Murders passed off as Deaths
During 17 years till 2018, 1727 persons died in custodial violence in India. Just they were killed. According to data released by National Crime Records Bureau NCRB, 26 policemen were convicted. Some critics described only 26 are convicted. But from a different angle it is surprising that 26 police personnel were proved guilty and jailed. In UP, MP, Chhattisgarh and Odisha, policemen were convicted whereas no police officer was convicted in other States.
It kindles hope that there is still rule of law in our country, in spite of widespread variations in various offices of law enforcement.
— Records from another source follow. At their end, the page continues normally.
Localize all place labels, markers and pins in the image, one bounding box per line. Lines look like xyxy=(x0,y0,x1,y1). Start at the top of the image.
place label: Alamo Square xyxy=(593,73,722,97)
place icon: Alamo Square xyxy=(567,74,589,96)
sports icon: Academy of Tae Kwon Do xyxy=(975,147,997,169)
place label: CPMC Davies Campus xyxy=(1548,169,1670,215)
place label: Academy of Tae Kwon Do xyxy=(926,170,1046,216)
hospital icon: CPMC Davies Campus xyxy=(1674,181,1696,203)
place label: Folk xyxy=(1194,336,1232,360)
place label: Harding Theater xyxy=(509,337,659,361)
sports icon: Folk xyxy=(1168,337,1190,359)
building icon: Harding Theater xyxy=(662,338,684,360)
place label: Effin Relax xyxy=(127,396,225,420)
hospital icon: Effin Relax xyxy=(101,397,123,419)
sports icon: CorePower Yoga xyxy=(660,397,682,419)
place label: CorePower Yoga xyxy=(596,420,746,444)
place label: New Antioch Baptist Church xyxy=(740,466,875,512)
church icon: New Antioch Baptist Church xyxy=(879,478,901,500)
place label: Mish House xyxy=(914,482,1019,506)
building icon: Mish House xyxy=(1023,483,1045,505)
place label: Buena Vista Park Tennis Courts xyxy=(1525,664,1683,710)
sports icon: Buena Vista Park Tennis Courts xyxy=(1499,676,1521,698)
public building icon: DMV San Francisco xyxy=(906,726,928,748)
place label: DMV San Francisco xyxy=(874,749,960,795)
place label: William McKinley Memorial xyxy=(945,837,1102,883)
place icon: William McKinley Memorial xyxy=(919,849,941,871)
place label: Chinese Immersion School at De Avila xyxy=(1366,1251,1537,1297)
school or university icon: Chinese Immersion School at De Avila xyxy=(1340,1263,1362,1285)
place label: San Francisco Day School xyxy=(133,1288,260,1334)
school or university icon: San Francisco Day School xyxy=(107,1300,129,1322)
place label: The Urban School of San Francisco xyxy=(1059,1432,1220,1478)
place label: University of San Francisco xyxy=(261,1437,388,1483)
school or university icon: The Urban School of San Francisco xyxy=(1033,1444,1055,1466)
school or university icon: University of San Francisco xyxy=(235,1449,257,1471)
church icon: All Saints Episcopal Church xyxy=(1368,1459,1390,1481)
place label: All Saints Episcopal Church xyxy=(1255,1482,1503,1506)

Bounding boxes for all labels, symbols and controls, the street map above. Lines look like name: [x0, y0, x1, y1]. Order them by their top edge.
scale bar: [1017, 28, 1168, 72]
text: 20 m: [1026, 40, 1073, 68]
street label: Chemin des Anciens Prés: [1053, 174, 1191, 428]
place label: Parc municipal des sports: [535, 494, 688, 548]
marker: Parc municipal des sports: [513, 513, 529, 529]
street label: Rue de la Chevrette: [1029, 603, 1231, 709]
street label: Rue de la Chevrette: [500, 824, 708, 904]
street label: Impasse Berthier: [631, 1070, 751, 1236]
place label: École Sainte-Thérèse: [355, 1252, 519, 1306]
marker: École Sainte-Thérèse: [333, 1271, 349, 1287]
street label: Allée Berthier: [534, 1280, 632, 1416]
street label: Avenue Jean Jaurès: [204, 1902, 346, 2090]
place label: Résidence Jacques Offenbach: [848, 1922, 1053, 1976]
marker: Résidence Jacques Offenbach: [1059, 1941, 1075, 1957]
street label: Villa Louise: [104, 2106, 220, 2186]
In 2018 only 4.3 per cent of 70 deaths were attributed to injuries during custody due to physical torture by police.
Though it is clear that our laws are mostly confined to shelves and implementation is an exception, it is required to know the law that stands against the human rights violation.
Protection from torture is a fundamental right enshrined under Article 21 (Right to Life) of our Constitution and the right to counsel is also a fundamental right under Article 22(1). These rights are supported with good procedural law, available in Code of Criminal Procedure.
Section 41 of Criminal Procedure Code (Cr PC) was amended in 2009 to include safeguards under 41A, 41B, 41C and 41D, so that arrests and detentions for interrogation have reasonable grounds and documented procedures, arrests are made transparent to family, friends and public, and there is protection through legal representation.
The stations of secrecy and torture
We call Gandhi as Father of our nation, who preached non-violence, but police stations remain mothers of custodial violence throughout the country. Chief Justice of India N V Ramana on Gandhi Jayanthi said police stations pose the "highest threat" to human rights and dignity. We call these human rights and dignity as 'sacrosanct'. The CJI explained: "The threat to human rights and bodily integrity is the highest in police stations... Going by recent reports, even the privileged are not spared third-degree treatment".
Custodial torture and police atrocities still prevail despite constitutional guarantees, he said. None can know what happens in police stations. Though a public authority under RTI Act, and information concerning life and liberty, it is almost impossible to get such information. The police stations are opaque, department not transparent. With secrecy and anonymity, anything can happen. And happening.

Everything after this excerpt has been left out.